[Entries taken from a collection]
□ □ □
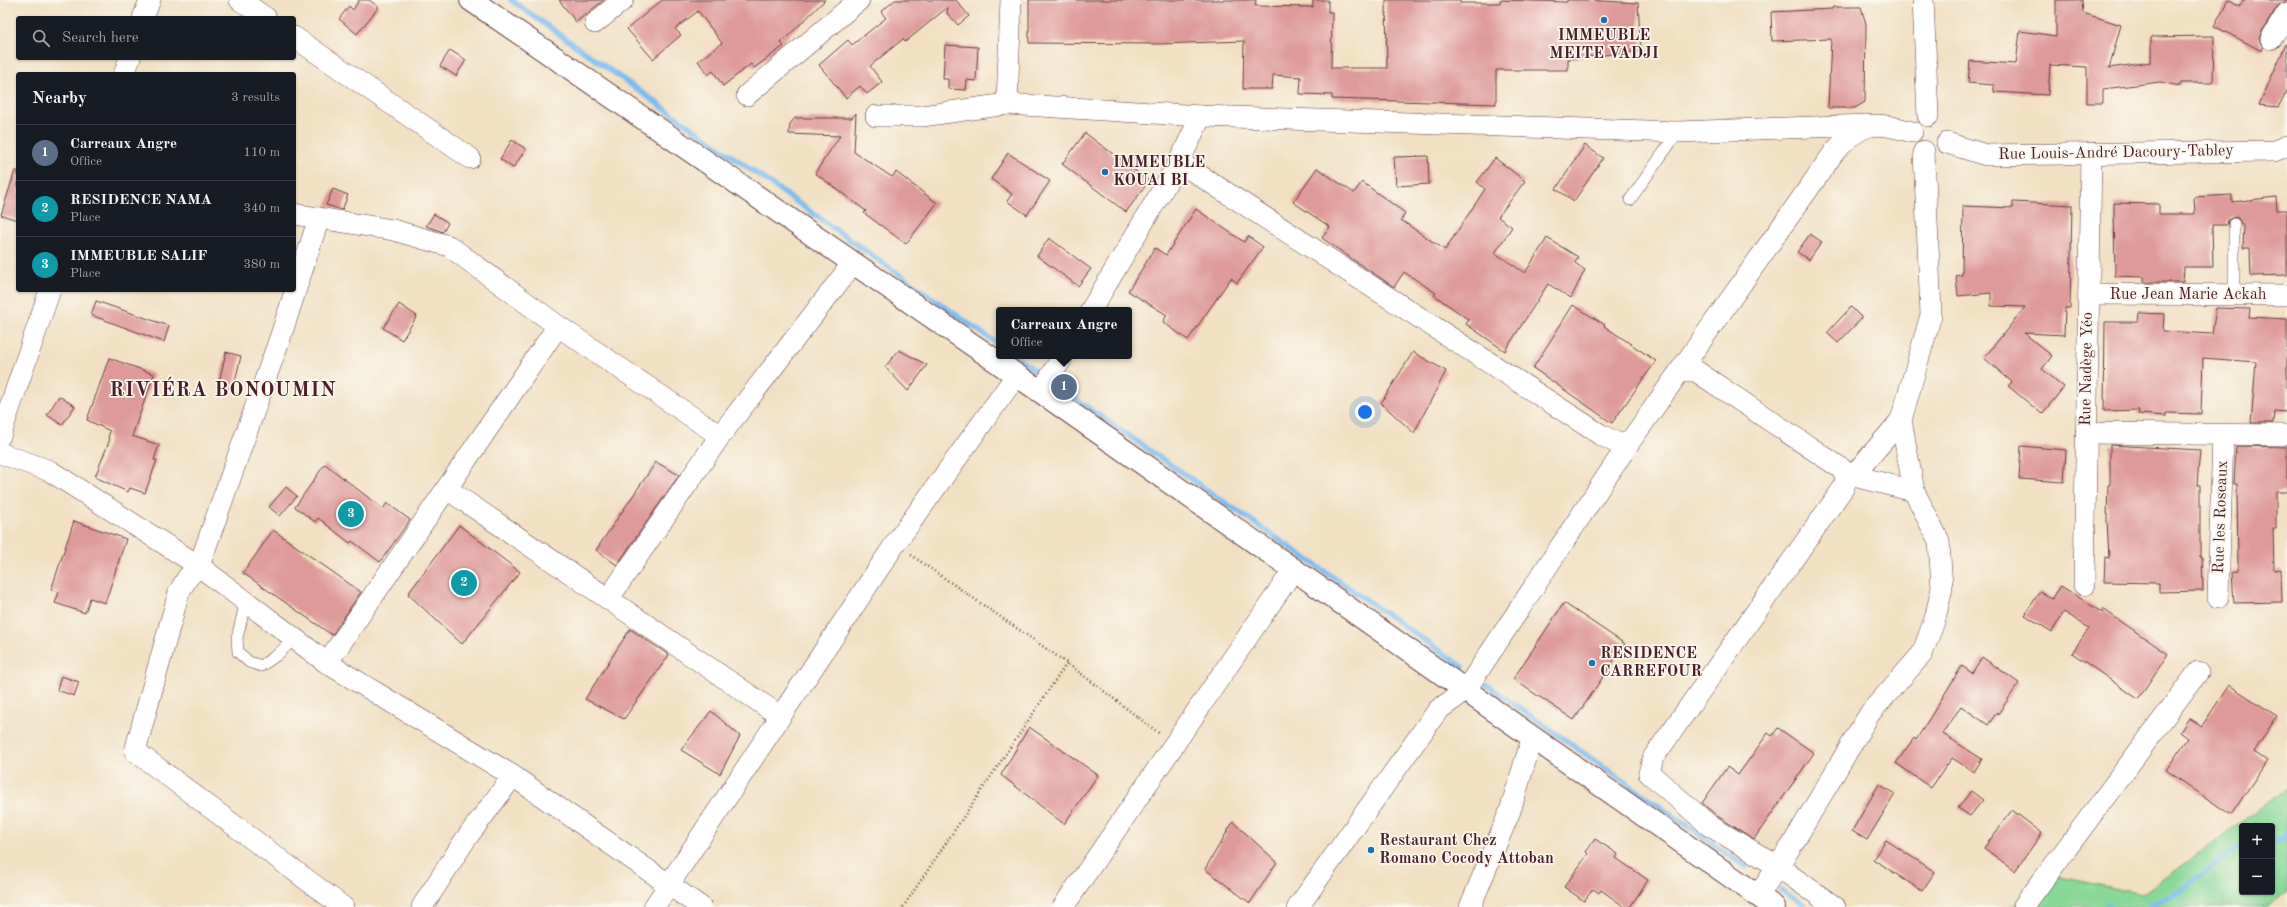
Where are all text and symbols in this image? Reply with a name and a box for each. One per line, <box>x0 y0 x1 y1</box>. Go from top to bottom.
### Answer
marker: IMMEUBLE MEITE VADJI <box>1599 15 1609 25</box>
search box <box>16 16 296 60</box>
icon: search <box>30 27 52 49</box>
place label: IMMEUBLE MEITE VADJI <box>1549 28 1659 62</box>
text: Search here <box>62 31 139 46</box>
text: Nearby <box>32 90 87 107</box>
text: 3 results <box>231 91 280 104</box>
text: Carreaux Angre <box>70 137 177 152</box>
street label: Rue Louis-André Dacoury-Tabley <box>1998 143 2234 163</box>
text: 1 <box>41 146 49 159</box>
text: 110 m <box>243 146 280 159</box>
text: Office <box>70 155 102 168</box>
place label: IMMEUBLE KOUAI BI <box>1113 155 1205 189</box>
marker: IMMEUBLE KOUAI BI <box>1100 167 1110 177</box>
text: RESIDENCE NAMA <box>70 193 212 208</box>
text: 2 <box>41 202 49 215</box>
text: 340 m <box>243 202 280 215</box>
text: Place <box>70 211 100 224</box>
text: IMMEUBLE SALIF <box>70 249 207 264</box>
text: 3 <box>41 258 49 271</box>
text: 380 m <box>243 258 280 271</box>
text: Place <box>70 267 100 280</box>
street label: Rue Jean Marie Ackah <box>2109 287 2267 303</box>
popup <box>996 307 1132 359</box>
street label: Rue Nadège Yéo <box>2078 312 2096 426</box>
text: Carreaux Angre <box>1010 318 1118 333</box>
text: Office <box>1010 336 1042 349</box>
pin: 1 <box>1051 372 1077 402</box>
district label: RIVIÉRA BONOUMIN <box>109 376 337 401</box>
your location <box>1355 402 1375 422</box>
street label: Rue les Roseaux <box>2211 460 2231 574</box>
pin: 3 <box>338 499 364 529</box>
pin: 2 <box>451 568 477 598</box>
place label: RESIDENCE CARREFOUR <box>1600 646 1702 680</box>
marker: RESIDENCE CARREFOUR <box>1587 658 1597 668</box>
map controls <box>2239 823 2275 895</box>
button: + <box>2239 823 2275 859</box>
place label: Restaurant Chez Romano Cocody Attoban <box>1379 833 1554 867</box>
marker: Restaurant Chez Romano Cocody Attoban <box>1366 845 1376 855</box>
button: − <box>2239 859 2275 895</box>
□ □ □
__WHAT IS EXPECTED__. Skip every image and output the remaining records exactly.

__RESULT OF THE TASK__.
Where are all text and symbols in this image? Reply with a name and a box for each. One per line, <box>x0 y0 x1 y1</box>. Go from top to bottom.
### Answer
marker: IMMEUBLE MEITE VADJI <box>1599 15 1609 25</box>
search box <box>16 16 296 60</box>
icon: search <box>30 27 52 49</box>
place label: IMMEUBLE MEITE VADJI <box>1549 28 1659 62</box>
text: Search here <box>62 31 139 46</box>
text: Nearby <box>32 90 87 107</box>
text: 3 results <box>231 91 280 104</box>
text: Carreaux Angre <box>70 137 177 152</box>
street label: Rue Louis-André Dacoury-Tabley <box>1998 143 2234 163</box>
text: 1 <box>41 146 49 159</box>
text: 110 m <box>243 146 280 159</box>
text: Office <box>70 155 102 168</box>
place label: IMMEUBLE KOUAI BI <box>1113 155 1205 189</box>
marker: IMMEUBLE KOUAI BI <box>1100 167 1110 177</box>
text: RESIDENCE NAMA <box>70 193 212 208</box>
text: 2 <box>41 202 49 215</box>
text: 340 m <box>243 202 280 215</box>
text: Place <box>70 211 100 224</box>
text: IMMEUBLE SALIF <box>70 249 207 264</box>
text: 3 <box>41 258 49 271</box>
text: 380 m <box>243 258 280 271</box>
text: Place <box>70 267 100 280</box>
street label: Rue Jean Marie Ackah <box>2109 287 2267 303</box>
popup <box>996 307 1132 359</box>
street label: Rue Nadège Yéo <box>2078 312 2096 426</box>
text: Carreaux Angre <box>1010 318 1118 333</box>
text: Office <box>1010 336 1042 349</box>
pin: 1 <box>1051 372 1077 402</box>
district label: RIVIÉRA BONOUMIN <box>109 376 337 401</box>
your location <box>1355 402 1375 422</box>
street label: Rue les Roseaux <box>2211 460 2231 574</box>
pin: 3 <box>338 499 364 529</box>
pin: 2 <box>451 568 477 598</box>
place label: RESIDENCE CARREFOUR <box>1600 646 1702 680</box>
marker: RESIDENCE CARREFOUR <box>1587 658 1597 668</box>
map controls <box>2239 823 2275 895</box>
button: + <box>2239 823 2275 859</box>
place label: Restaurant Chez Romano Cocody Attoban <box>1379 833 1554 867</box>
marker: Restaurant Chez Romano Cocody Attoban <box>1366 845 1376 855</box>
button: − <box>2239 859 2275 895</box>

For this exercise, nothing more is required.